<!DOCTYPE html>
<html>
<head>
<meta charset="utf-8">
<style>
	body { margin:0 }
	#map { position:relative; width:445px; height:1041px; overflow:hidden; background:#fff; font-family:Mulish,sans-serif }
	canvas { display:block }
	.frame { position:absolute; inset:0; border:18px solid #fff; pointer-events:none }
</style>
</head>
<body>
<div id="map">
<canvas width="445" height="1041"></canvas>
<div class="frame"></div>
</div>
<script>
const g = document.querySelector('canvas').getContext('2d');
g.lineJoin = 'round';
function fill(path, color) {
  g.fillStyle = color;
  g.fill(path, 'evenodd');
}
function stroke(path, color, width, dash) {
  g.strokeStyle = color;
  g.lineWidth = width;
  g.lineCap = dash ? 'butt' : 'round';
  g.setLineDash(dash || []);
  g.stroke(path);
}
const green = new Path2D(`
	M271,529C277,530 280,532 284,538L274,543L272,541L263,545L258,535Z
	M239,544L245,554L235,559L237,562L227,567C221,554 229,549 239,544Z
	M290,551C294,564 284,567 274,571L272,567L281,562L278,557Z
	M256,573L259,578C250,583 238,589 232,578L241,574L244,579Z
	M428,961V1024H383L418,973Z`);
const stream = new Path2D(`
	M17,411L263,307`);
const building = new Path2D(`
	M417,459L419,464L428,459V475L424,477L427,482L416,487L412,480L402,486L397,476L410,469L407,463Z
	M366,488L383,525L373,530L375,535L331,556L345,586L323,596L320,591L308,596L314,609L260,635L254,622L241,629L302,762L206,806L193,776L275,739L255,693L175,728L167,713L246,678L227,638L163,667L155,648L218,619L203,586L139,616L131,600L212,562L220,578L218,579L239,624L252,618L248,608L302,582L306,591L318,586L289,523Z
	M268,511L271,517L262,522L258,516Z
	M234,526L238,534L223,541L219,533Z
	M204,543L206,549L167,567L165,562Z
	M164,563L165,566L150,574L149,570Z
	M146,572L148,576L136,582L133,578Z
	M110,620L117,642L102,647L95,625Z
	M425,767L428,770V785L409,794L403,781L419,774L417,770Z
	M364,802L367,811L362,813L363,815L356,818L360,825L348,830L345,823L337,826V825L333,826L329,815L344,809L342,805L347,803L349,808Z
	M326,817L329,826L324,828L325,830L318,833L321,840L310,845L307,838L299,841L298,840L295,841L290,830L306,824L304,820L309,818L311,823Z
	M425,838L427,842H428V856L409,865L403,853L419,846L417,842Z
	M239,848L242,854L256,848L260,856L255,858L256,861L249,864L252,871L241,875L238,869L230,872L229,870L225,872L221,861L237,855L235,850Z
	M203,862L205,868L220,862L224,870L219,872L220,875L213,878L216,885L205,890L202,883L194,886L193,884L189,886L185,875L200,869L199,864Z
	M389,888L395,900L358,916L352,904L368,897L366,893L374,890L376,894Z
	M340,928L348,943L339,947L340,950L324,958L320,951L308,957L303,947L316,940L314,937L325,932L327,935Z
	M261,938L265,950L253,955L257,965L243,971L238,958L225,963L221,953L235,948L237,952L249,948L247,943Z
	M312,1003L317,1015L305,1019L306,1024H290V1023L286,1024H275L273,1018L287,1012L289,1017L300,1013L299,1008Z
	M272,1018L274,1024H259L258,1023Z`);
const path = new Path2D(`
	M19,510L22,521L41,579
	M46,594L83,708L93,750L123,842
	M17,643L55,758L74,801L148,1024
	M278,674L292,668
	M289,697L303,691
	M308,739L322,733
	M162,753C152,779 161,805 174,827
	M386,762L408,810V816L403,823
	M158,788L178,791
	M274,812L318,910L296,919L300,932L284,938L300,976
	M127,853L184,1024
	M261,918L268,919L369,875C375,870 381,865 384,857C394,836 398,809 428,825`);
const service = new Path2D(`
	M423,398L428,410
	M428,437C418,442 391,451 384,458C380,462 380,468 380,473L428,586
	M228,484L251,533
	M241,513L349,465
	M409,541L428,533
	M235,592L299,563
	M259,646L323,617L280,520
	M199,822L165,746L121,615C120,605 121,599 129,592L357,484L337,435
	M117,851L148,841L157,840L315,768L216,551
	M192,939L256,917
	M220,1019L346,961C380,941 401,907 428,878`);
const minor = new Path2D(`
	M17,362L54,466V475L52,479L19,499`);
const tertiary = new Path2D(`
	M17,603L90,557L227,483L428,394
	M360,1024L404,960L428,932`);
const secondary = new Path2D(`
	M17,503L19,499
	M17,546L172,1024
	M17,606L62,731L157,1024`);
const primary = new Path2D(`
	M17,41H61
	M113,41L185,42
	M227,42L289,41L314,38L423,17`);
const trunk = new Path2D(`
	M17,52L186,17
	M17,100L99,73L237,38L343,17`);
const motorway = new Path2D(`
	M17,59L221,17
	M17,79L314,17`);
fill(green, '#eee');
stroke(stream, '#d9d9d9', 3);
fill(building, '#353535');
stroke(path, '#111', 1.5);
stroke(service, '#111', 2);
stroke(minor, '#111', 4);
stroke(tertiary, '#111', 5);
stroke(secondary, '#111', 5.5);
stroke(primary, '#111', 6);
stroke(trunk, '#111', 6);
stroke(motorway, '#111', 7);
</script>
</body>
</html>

Assignment: Write the number of lines in the listing above that contain the word "color". No other text should appear.

Output for this task: 4